Mr. Punch ‘acquired’ an English wife called Joan, actually this was Judy in a similar guise. Both Joan and Judy shared the same looks and temperament, but one was a string, and the other a hand, puppet. For 150 years, ‘there was no show without Punch’.

But times change and marionette shows, which were inherently expensive to operate, ceased to be economically viable. What to do? Mr. Punch’s popularity never waned and yet, it looked like his number was up.

Punch and Judy, Bath . Marionettes of Martin Powell
Pike’s Show in London on May Day

In 1780, another strolling Italian puppeteer, Giovanni Piccini, created a play using stock character hand-puppets. Soldiers, monks, Italian jesters, courtiers, dogs, devils and the landed gentry; all were transformed into officers of the law, doctors, dog owners and the notorious public executioner: Jack Ketch. Freed from their strings Judy and Punch’s assailants did the most obvious of things, they picked up a slap stick. The modern knock-about show, we know and love today, was borne. If the show didn’t resonate, (was ‘modern’ in this new context) then the puppeteer and his family, would starve.

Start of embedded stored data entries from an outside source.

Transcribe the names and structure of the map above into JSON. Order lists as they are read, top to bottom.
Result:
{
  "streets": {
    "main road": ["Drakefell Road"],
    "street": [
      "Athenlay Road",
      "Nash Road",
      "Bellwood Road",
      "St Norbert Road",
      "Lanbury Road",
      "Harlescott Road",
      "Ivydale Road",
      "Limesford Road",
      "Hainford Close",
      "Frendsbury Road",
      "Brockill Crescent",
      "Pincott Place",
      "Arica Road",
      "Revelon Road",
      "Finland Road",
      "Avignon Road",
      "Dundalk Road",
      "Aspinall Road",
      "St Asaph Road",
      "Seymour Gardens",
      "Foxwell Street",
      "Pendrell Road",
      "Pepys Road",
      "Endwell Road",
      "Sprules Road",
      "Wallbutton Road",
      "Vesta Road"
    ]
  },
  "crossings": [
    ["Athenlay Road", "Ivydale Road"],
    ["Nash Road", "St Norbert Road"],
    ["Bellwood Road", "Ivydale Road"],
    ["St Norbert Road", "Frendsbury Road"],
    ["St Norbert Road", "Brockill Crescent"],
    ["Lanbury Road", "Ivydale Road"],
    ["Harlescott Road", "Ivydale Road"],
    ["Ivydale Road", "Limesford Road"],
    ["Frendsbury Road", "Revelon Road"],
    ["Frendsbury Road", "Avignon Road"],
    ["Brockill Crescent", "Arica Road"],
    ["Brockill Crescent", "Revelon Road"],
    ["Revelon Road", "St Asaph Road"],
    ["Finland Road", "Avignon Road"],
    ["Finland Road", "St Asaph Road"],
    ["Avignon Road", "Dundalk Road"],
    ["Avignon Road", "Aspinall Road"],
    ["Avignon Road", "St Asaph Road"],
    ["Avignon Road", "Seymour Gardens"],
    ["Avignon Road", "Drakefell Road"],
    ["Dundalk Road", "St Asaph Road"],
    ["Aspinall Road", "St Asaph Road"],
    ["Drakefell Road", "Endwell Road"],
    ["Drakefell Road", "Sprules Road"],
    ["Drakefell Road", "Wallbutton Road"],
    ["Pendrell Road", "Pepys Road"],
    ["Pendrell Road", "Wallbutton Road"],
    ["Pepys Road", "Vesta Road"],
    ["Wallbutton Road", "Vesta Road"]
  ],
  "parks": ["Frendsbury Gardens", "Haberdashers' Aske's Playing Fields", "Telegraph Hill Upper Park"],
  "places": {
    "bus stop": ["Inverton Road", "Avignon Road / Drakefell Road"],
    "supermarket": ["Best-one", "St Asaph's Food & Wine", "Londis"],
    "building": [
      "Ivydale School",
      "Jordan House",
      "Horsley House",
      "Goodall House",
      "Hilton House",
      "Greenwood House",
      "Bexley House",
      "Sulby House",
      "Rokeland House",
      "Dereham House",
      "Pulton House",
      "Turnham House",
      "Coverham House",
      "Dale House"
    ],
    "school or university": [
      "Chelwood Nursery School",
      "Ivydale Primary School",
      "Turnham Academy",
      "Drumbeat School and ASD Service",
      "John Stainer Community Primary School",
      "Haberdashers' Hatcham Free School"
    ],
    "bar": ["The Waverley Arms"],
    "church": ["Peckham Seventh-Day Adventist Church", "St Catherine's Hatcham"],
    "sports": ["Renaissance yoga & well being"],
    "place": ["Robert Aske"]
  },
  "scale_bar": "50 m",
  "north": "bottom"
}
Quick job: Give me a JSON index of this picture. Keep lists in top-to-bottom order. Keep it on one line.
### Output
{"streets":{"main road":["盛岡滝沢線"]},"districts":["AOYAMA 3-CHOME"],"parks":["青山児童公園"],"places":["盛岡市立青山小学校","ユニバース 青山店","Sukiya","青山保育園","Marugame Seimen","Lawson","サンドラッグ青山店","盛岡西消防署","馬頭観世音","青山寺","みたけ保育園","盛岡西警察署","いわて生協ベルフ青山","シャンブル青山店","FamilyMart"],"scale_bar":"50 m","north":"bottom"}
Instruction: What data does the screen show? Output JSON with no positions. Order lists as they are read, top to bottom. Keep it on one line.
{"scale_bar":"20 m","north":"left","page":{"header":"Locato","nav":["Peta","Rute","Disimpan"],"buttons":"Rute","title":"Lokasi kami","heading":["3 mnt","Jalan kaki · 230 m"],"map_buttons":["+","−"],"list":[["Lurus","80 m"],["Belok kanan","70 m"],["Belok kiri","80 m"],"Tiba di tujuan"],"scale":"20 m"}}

It worked and now Giovanni’s apprentice’s show, painted by Benjamin Robert Hayden in 1828 (adjacent picture) titled: ‘Punch or May Day’, is on view, in the Tate Gallery, London.

The Victorians took the new steam trains, and Punch and Judy, to the beaches of Swanage, Weymouth, Brighton and Ramsgate. The theatres, adopting the popular seaside awnings became the red-and-white-striped theatre clients hire today. Clown ‘Joey’ Grimaldi and Peter Pan’s crocodile, all resulted from Punch’s willingness to ‘play to the crowd’.

Pictures ‘freeze’ the action, which gives the impression that Punch and Judy hasn’t changed at all but Punch and Judy is not a static show. Not only does it move between fetes, fairs, and parties, adapting to each venue and its audience; where-ever it ‘lands’ and in so doing, it changes with the times. Relevance and sensitivity are its by-words, otherwise audiences ‘vote’ with their feet.

Parents enjoyed a show not seen today. Today’s ‘kiddies’ enjoy the live entertainment whilst sitting with their parents. Uniquely a good show will entertain with gifts of fun, mayhem, and laughter. That is why, in a 2006 poll, Mr. Punch was voted a national icon.